Similarly, I must take issue with your choice of Diego Costa as captain, in spite of his most recent example of inspirational leadership which saw him agitate for a move to China. This is not some sort of reverse psychology masterstroke – he gets double points and therefore represents another fundamental flaw in a game which bears no resemblance to the sport on which it is based.
And no, Colin, it is not your fault it is usually far better to have an average Arsenal player in your side than an exceptional Sunderland one, were such a thing to exist. Don’t hate the player, hate the game, as they say. I do, Colin, believe me I do.
Which reminds me, you support Manchester United, so why were you so eager to tell me you have Kevin De Bruyne and Sergio Aguero in your team. Shouldn’t you wish nothing but harm on them? Is it because each year there is a pool of players without whom you simply cannot do well and, rather than take the honourable route and not pick them, your fear of missing out leads you to cheer for your most hated rivals?
One year I recall that if you didn’t have Marcus Gayle, you really weren’t going to get very far. Marcus. Gayle. On this point alone I would be within my rights to smugly state that ‘I have no further questions your honour’ and get off my Pieces of Hate soap box, a landmark case assured in spite of the fact that this wasn’t actually a question and we are not actually in court.
But there’s more. The cast iron, indisputable proof that fantasy football is a stupid game is as follows: My dad, who knew absolutely nothing about football, came 12th in the Daily Telegraph’s Euro 2004 fantasy league.
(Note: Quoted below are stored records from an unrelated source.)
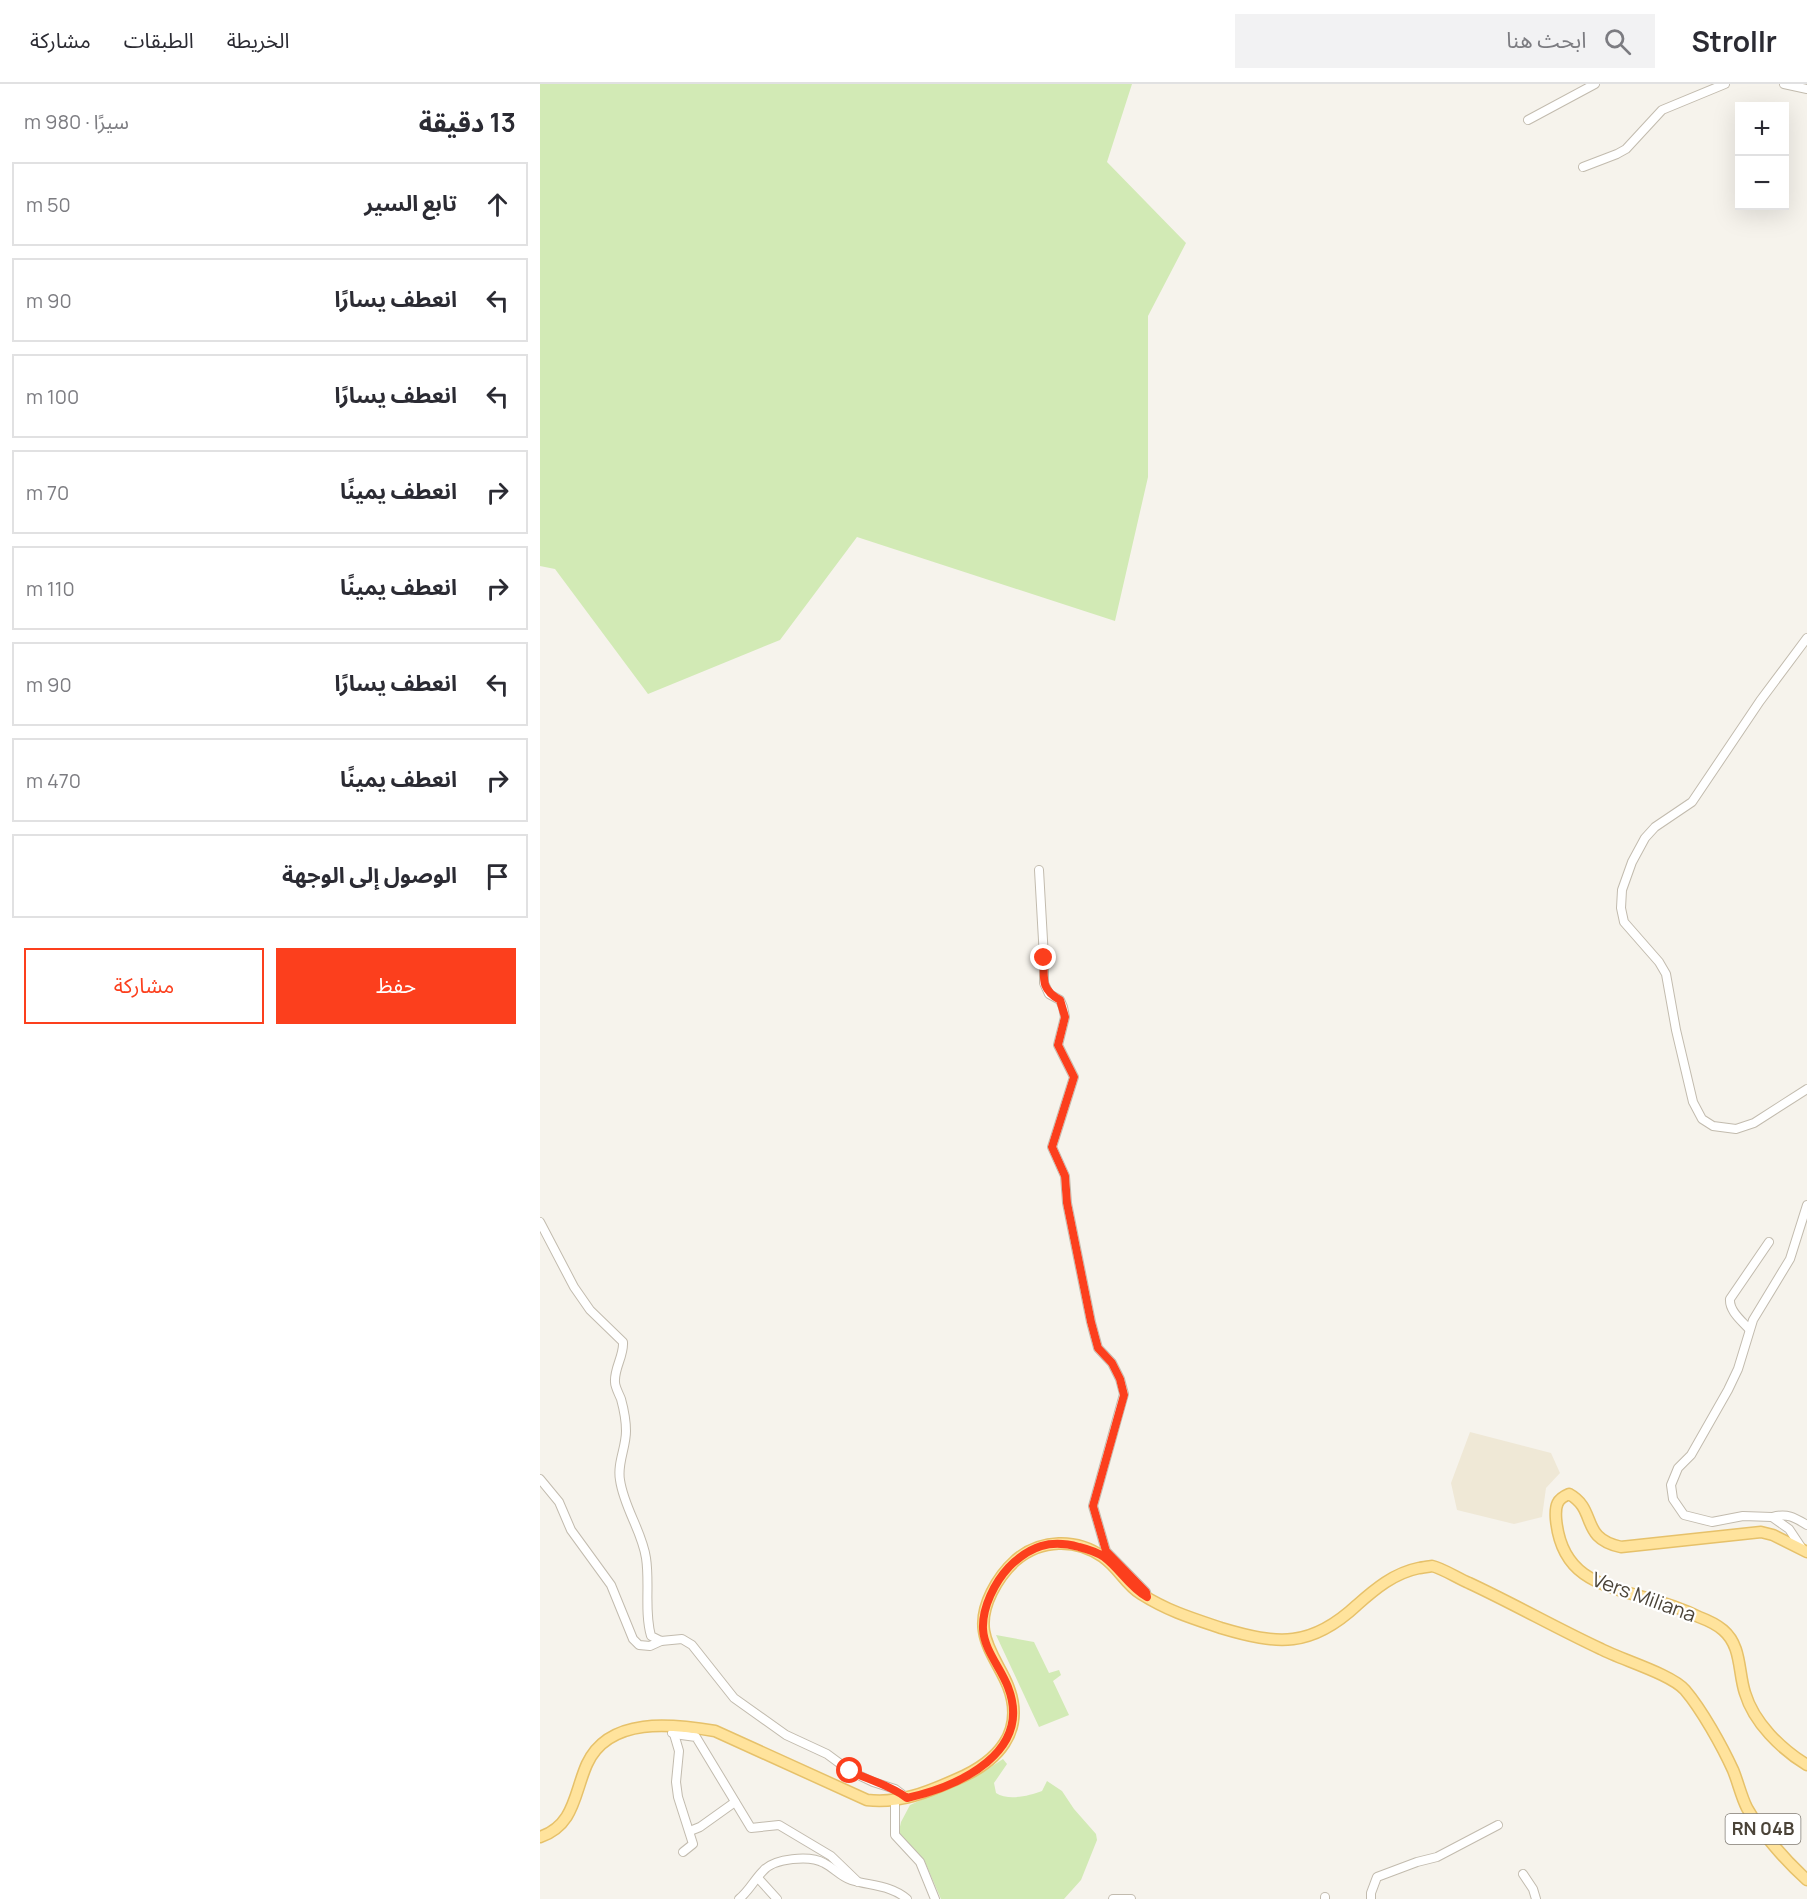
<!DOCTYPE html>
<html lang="ar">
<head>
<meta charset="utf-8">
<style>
  :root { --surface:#fff; --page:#f2f2f3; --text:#2b2b33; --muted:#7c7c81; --line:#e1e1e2; --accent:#fc3f1d }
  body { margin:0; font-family:Manrope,"Noto Sans Arabic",sans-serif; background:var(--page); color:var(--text); direction:rtl }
  .controls { position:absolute; right:18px; top:18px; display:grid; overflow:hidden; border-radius:0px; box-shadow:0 6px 24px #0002 }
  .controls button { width:54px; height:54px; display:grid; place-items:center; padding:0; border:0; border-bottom:2px solid var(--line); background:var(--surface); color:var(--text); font:30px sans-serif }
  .stop { position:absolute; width:18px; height:18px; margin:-14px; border:4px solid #fc3f1d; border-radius:50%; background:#fff }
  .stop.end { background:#fc3f1d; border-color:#fff; box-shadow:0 2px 6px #0008 }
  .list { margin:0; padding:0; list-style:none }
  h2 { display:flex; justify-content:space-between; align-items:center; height:78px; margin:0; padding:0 24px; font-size:26px }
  h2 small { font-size:20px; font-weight:400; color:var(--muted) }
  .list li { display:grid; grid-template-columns:39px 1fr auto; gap:18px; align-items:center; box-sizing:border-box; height:84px; margin:0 12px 12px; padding:0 12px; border:2px solid var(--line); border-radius:0px }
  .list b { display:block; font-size:22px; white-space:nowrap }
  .list em { font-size:20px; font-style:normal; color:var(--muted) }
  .actions { display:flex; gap:12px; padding:18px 24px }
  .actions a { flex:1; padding:14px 0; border:2px solid var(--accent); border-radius:0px; text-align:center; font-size:21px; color:var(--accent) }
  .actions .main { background:var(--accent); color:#fff }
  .icon { flex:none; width:33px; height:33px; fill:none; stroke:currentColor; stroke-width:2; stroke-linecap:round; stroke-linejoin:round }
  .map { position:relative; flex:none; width:1267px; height:1815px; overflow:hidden; direction:ltr }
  header { display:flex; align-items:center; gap:36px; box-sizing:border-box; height:84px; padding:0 30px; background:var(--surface); border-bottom:2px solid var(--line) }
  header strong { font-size:28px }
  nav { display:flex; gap:33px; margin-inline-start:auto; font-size:21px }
  .search { width:420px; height:54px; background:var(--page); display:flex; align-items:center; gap:15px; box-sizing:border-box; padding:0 21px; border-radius:0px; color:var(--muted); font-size:22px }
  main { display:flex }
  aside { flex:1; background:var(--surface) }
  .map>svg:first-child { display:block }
  .education { fill:#efe8d6 }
  .green { fill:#d2eab5 }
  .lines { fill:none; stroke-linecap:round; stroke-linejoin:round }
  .minor-casing { stroke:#c2bbae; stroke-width:10 }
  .major-casing { stroke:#e6c16a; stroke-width:13 }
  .minor { stroke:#fff; stroke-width:8 }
  .major { stroke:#ffe39c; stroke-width:10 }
  .route { stroke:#fc3f1d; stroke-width:8 }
  .labels { text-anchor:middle; stroke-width:4.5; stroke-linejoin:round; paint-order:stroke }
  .shield { fill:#fff; stroke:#817c74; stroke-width:1.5 }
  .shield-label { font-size:18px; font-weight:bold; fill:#4b4439 }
  .street-label { font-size:20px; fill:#4b4439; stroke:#fff }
</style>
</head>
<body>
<header>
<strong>Strollr</strong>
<div class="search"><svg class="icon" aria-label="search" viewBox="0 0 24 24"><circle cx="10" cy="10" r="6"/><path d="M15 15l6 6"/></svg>ابحث هنا</div>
<nav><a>الخريطة</a><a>الطبقات</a><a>مشاركة</a></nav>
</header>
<main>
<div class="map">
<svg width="1267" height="1815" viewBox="0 0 1267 1815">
  <rect width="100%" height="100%" fill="#f6f3ec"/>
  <!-- education -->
  <polygon class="education" points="930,1348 1011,1369 1020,1389 1006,1404 1002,1433 974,1440 917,1426 911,1399"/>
  <!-- green -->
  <g class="green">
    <polygon points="0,0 592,0 567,78 646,159 608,232 608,393 575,537 317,453 240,556 108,610 15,485 0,482"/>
    <polygon points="456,1551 494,1558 509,1589 519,1586 521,1591 513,1597 529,1631 499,1643"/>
    <path d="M 463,1675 L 467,1680 L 454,1699 L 456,1709 C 468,1717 489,1712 502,1707 L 507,1697 L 522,1707 L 534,1725 L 556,1750 L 557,1756 L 541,1796 L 524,1815 L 401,1815 L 384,1776 L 362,1755 L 359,1747 L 361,1738 L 370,1721 L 443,1688 Z"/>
  </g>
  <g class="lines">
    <defs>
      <g id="minor">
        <polyline points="1244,0 1267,5"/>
        <polyline points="988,36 1055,0"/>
        <polyline points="1043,83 1077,70 1086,65 1122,26 1185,0"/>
        <polyline points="1267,554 1220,617 1152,718 1115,743 1105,754 1092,778 1082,806 1081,824 1084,838 1119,878 1126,890 1136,946 1153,1018 1162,1035 1173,1042 1196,1045 1214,1039 1267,1005"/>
        <polyline points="499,786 504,874 504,899 509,910 520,916 523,923 525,933 518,961 534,993 512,1063 525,1092 527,1119 551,1238 558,1264 572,1279 580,1295 584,1310 553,1422 566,1467 606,1508 607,1513"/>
        <path d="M 0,1138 L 34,1203 L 50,1226 L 83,1258 C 84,1272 74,1284 75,1298 C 75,1303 79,1310 81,1315 C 84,1326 86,1336 86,1347 C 86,1364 77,1379 80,1396 C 84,1424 102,1447 106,1474 C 110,1500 104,1527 111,1552 L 121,1557 L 142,1555 L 152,1561 L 194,1614 L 246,1651 L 287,1670 L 310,1687 L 333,1698 L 355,1705 L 367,1714"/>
        <path d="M 1209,1245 C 1202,1237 1189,1227 1190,1215 L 1229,1158"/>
        <polyline points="0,1395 19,1418 31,1446 71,1501 93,1555 99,1561 110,1562 121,1557"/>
        <path d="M 1232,1433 C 1247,1429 1254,1433 1267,1441"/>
        <polyline points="1263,1466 1249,1445 1232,1433 1203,1432 1172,1438 1144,1431 1133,1415 1131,1401 1138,1384 1151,1371 1188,1306 1198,1285 1213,1236 1250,1175 1267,1121"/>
        <polyline points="132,1649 134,1650 139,1667 136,1698 138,1713 153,1760 143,1768"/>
        <polyline points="134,1650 156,1653 211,1744 239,1741 291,1772 318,1798"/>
        <polyline points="355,1716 355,1751 380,1778 395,1815"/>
        <polyline points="150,1747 160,1743 195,1718"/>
        <polyline points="983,1790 993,1805 996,1815"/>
        <polyline points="218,1794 237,1815"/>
        <path d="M 199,1815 C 209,1807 214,1796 223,1787 C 234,1774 270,1771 284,1779 C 294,1784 301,1793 311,1796 C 331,1802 351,1801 367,1815"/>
        <polyline points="573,1815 591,1815"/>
        <polyline points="785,1815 785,1813"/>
        <polyline points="831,1815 831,1809 837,1793 877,1778 897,1773 958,1741"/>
      </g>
      <g id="major">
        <path d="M 1267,1468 L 1233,1451 L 1221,1448 L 1081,1463 C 1039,1454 1058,1426 1029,1410 C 1017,1415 1015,1421 1016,1435 C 1021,1490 1056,1500 1103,1513 C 1122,1518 1141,1524 1159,1533 C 1167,1536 1176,1540 1183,1546 C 1202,1562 1198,1588 1205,1609 C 1214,1639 1241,1665 1267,1681"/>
        <path d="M 0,1753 C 35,1741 34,1709 47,1680 C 69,1632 133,1640 175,1647 L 327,1716 C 359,1720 388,1708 417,1695 C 457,1678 486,1648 468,1602 C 461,1584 447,1567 444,1547 C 440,1522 458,1492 476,1476 C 501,1455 536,1454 563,1473 C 578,1483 586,1501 601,1510 C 628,1527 651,1534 681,1544 C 738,1561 771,1564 817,1521 C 835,1505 854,1489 879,1484 C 881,1484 891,1482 892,1482 C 902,1484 919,1495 929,1499 C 974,1520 1016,1544 1061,1565 C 1082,1576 1131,1590 1145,1606 C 1162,1626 1182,1662 1193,1686 C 1198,1698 1201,1712 1207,1724 C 1221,1749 1246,1777 1267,1796"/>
      </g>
    </defs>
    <!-- minor casing -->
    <use href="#minor" class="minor-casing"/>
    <!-- major casing -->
    <use href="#major" class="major-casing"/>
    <!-- minor -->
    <use href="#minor" class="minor"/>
    <!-- major -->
    <use href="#major" class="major"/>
  </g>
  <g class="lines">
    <!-- route -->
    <path class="route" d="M 310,1687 C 329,1696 350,1701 367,1714 C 420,1702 493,1668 468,1603 C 461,1584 444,1566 443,1545 C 442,1523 455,1498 469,1483 C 490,1462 510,1455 539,1463 C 547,1465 557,1468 564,1473 C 580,1485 589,1503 607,1513 L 606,1508 L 566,1467 L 553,1422 L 584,1311 L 580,1295 L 572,1279 L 558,1264 L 551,1238 L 527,1119 L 525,1092 L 512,1063 L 534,993 L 518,961 L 525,933 L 520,916 C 500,905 504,894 504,874"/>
  </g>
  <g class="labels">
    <!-- shield labels -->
    <rect class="shield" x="1185.5" y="1730" width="75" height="30" rx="4.5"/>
    <g class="shield-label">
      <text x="1223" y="1751">RN 04B</text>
    </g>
    <!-- street labels -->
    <g class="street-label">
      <text transform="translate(1104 1513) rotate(20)" y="7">Vers Miliana</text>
    </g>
  </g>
</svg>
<div class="controls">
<button>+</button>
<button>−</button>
</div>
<div class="stop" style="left:310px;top:1687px"></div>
<div class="stop end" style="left:504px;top:874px"></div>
</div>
<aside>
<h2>13 دقيقة<small>سيرًا · 980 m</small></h2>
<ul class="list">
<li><svg class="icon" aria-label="ahead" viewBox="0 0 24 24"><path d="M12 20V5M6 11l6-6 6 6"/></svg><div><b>تابع السير</b></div><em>50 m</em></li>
<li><svg class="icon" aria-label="left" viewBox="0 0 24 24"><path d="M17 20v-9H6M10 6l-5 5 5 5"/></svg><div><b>انعطف يسارًا</b></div><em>90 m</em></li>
<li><svg class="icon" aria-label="left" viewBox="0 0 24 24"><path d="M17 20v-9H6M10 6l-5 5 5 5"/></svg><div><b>انعطف يسارًا</b></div><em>100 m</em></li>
<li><svg class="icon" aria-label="right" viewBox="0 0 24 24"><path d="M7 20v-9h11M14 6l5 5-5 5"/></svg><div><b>انعطف يمينًا</b></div><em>70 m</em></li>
<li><svg class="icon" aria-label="right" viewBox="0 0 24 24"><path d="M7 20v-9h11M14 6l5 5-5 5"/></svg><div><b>انعطف يمينًا</b></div><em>110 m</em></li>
<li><svg class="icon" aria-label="left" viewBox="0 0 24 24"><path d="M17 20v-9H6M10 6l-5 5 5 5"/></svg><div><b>انعطف يسارًا</b></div><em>90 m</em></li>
<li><svg class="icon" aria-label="right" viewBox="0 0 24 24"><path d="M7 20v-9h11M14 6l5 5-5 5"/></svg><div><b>انعطف يمينًا</b></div><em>470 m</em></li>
<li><svg class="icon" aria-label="arrive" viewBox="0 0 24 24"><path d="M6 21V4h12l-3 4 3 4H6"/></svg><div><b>الوصول إلى الوجهة</b></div></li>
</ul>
<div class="actions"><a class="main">حفظ</a><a>مشاركة</a></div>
</aside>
</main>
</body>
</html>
At one point he was as high as eighth, and in with a realistic chance of winning serious money.
While my studiously researched, perfectly balanced side laboured in 120,000th place, my dad’s team – which consisted of Milan Baros (whom he got mixed up with Djibril Cisse, naturally), Zinedine Zidane (whose surname he insisted on pronouncing Zyedayne in spite of ample evidence to the contrary), plus nine randoms that he couldn’t pick out of a line-up (and as the horror unfolded I really did put one together and put it to the test) – swept aside all before them.
His tactics extended little further than picking some expensive players he had heard of (and as we have established, he didn’t even get that right) and then padding the side out with a load of cheap blokes from Greece.
Oh how I laughed at his folly, as I finished my marathon scouting session of talented unknowns from the likes of Croatia, Italy and Germany. If fantasy football rewarded knowledge of the game and tactical insight, I was a shoo-in. I forgot one important detail: fantasy football does not reward knowledge of the game and tactical insight. It is a rubbish game which rewards idiots.
My dad died last year, so I will now never get the chance to exact revenge (not that I’d want to, as I think I’ve made perfectly clear I am in no way bitter and I don’t even care). You might expect my first piece of football-related writing since then to focus on all the times he watched my youth games on his one morning off as I hopelessly flailed about the pitch. Or that I would express my gratitude for all the times he drove me the 190-odd miles from home to Anfield so I could watch the likes of Bjorn Tore Kvarme and Salif Diao flail about the pitch.
But I am distinctly comfortable with instead using this opportunity to summarily discredit his one football-related achievement; he would, after all, expect nothing less. So screw you, fantasy football.